Your goal: Word for word, copy out the data below, omitting pictures.

Dataset extract:
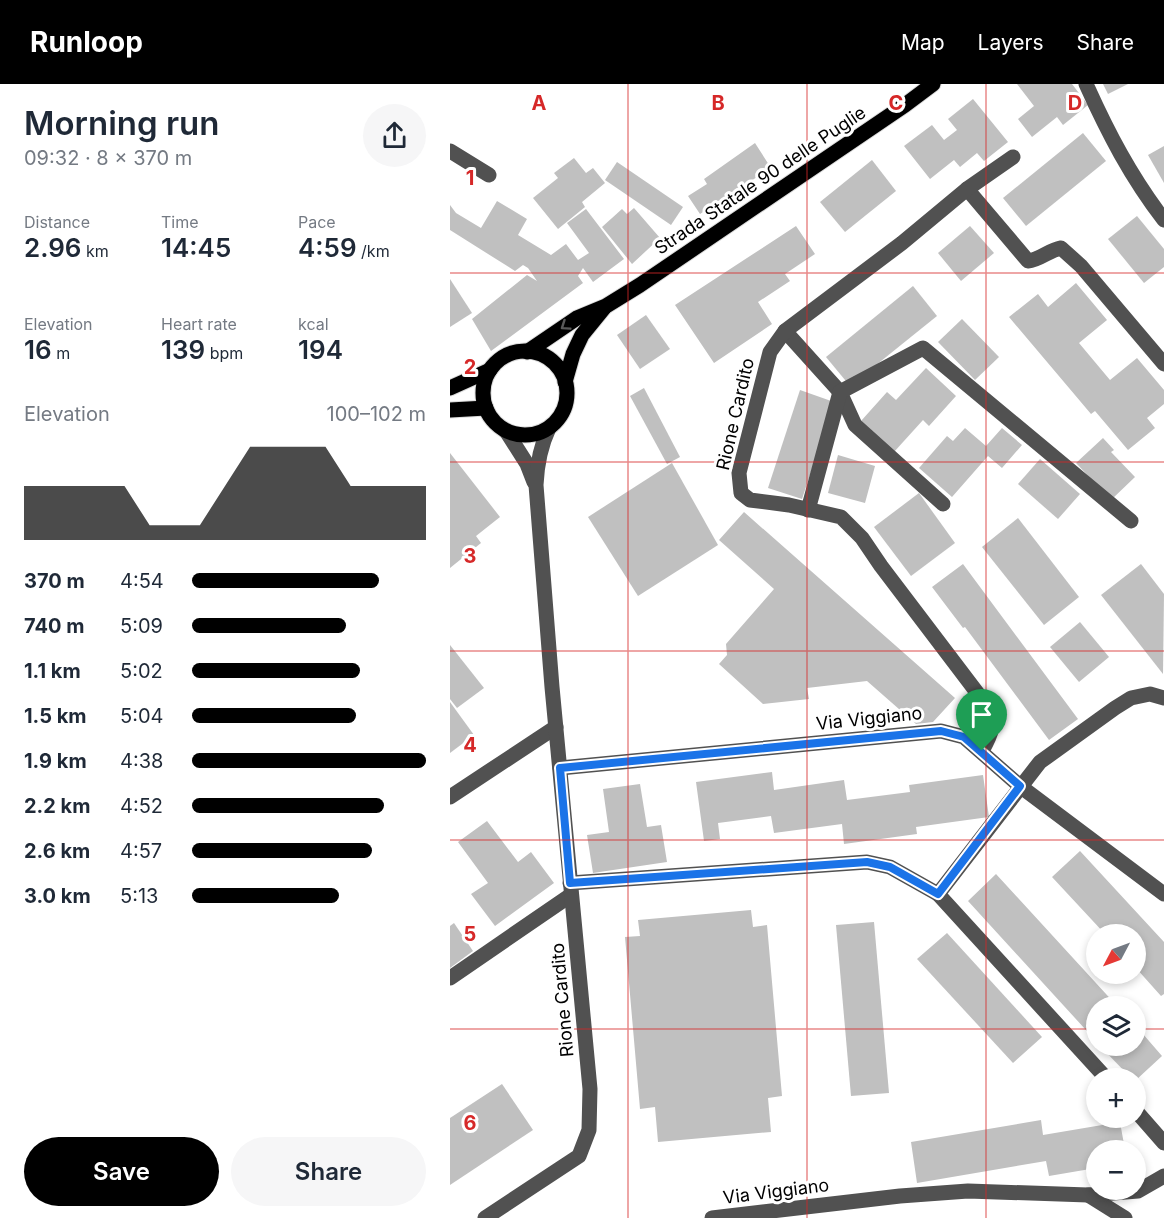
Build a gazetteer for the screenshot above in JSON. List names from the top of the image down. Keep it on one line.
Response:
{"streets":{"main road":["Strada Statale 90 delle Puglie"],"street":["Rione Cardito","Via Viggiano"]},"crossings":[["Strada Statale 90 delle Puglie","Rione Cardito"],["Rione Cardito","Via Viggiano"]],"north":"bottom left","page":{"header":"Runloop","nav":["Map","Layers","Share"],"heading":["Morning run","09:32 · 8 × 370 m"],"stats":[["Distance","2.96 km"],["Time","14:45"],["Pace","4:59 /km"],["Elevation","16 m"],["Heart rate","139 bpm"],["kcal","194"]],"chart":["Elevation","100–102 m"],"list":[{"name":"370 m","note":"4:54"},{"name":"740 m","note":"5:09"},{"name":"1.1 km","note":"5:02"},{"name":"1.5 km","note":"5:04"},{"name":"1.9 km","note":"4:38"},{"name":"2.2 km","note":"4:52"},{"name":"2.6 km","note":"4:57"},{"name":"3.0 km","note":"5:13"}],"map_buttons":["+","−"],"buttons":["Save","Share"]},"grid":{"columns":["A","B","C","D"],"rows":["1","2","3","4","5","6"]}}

Task output:
Build a gazetteer for the screenshot above in JSON. List names from the top of the image down. Keep it on one line.
Response:
{"streets":{"main road":["Strada Statale 90 delle Puglie"],"street":["Rione Cardito","Via Viggiano"]},"crossings":[["Strada Statale 90 delle Puglie","Rione Cardito"],["Rione Cardito","Via Viggiano"]],"north":"bottom left","page":{"header":"Runloop","nav":["Map","Layers","Share"],"heading":["Morning run","09:32 · 8 × 370 m"],"stats":[["Distance","2.96 km"],["Time","14:45"],["Pace","4:59 /km"],["Elevation","16 m"],["Heart rate","139 bpm"],["kcal","194"]],"chart":["Elevation","100–102 m"],"list":[{"name":"370 m","note":"4:54"},{"name":"740 m","note":"5:09"},{"name":"1.1 km","note":"5:02"},{"name":"1.5 km","note":"5:04"},{"name":"1.9 km","note":"4:38"},{"name":"2.2 km","note":"4:52"},{"name":"2.6 km","note":"4:57"},{"name":"3.0 km","note":"5:13"}],"map_buttons":["+","−"],"buttons":["Save","Share"]},"grid":{"columns":["A","B","C","D"],"rows":["1","2","3","4","5","6"]}}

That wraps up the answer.